TASK STATEMENT: Output only the line that contains "Annotation task. Summarize the content of the screen" and the lines after it, all verbatim, through the last one below.

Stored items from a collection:

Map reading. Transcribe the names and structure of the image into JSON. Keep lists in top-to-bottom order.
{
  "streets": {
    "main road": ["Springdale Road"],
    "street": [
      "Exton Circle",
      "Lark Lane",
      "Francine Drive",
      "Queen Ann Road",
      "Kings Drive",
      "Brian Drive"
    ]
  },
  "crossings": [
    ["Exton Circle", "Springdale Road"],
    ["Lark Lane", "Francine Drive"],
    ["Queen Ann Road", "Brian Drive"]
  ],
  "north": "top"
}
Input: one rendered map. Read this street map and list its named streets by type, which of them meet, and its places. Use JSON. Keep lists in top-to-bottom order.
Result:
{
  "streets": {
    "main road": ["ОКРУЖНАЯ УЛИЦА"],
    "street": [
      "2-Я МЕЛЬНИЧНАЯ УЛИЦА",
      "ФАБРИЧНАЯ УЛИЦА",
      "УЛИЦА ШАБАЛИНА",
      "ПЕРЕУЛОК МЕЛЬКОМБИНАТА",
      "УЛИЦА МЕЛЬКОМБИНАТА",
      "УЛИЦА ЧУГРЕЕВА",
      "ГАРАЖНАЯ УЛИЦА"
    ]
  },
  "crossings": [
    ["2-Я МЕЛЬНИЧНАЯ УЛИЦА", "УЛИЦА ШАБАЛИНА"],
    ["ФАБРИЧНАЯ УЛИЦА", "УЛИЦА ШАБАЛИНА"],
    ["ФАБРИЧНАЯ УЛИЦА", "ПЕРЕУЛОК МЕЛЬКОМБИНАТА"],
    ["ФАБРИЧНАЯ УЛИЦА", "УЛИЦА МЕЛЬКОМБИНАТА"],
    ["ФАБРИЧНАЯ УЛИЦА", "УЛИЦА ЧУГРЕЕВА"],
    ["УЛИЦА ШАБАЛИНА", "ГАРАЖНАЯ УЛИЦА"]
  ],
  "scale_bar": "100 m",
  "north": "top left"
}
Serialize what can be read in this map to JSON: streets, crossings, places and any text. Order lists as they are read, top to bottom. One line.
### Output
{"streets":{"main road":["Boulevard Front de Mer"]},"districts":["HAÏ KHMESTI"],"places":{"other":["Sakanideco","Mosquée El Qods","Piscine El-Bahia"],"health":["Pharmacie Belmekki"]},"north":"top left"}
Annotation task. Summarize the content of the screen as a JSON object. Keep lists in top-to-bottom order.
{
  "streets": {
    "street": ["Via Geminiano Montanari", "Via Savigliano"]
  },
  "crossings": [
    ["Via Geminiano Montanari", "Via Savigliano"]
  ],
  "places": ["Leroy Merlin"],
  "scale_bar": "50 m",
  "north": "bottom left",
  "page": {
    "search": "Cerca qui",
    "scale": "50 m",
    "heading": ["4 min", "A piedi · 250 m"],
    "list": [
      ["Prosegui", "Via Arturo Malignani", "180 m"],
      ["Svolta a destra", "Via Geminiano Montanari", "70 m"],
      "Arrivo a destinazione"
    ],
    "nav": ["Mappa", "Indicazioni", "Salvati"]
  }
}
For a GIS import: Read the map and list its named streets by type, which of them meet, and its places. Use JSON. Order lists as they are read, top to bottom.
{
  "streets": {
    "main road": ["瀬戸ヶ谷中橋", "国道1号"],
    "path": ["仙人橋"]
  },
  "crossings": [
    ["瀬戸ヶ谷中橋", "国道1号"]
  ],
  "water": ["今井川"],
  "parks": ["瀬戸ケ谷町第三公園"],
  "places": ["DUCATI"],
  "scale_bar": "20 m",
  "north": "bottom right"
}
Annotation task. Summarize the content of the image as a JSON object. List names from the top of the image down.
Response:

TASK SOLUTION:
Annotation task. Summarize the content of the screen as a JSON object. Keep lists in top-to-bottom order.
{
  "streets": {
    "street": ["Via Geminiano Montanari", "Via Savigliano"]
  },
  "crossings": [
    ["Via Geminiano Montanari", "Via Savigliano"]
  ],
  "places": ["Leroy Merlin"],
  "scale_bar": "50 m",
  "north": "bottom left",
  "page": {
    "search": "Cerca qui",
    "scale": "50 m",
    "heading": ["4 min", "A piedi · 250 m"],
    "list": [
      ["Prosegui", "Via Arturo Malignani", "180 m"],
      ["Svolta a destra", "Via Geminiano Montanari", "70 m"],
      "Arrivo a destinazione"
    ],
    "nav": ["Mappa", "Indicazioni", "Salvati"]
  }
}
For a GIS import: Read the map and list its named streets by type, which of them meet, and its places. Use JSON. Order lists as they are read, top to bottom.
{
  "streets": {
    "main road": ["瀬戸ヶ谷中橋", "国道1号"],
    "path": ["仙人橋"]
  },
  "crossings": [
    ["瀬戸ヶ谷中橋", "国道1号"]
  ],
  "water": ["今井川"],
  "parks": ["瀬戸ケ谷町第三公園"],
  "places": ["DUCATI"],
  "scale_bar": "20 m",
  "north": "bottom right"
}
Annotation task. Summarize the content of the image as a JSON object. List names from the top of the image down.
Response:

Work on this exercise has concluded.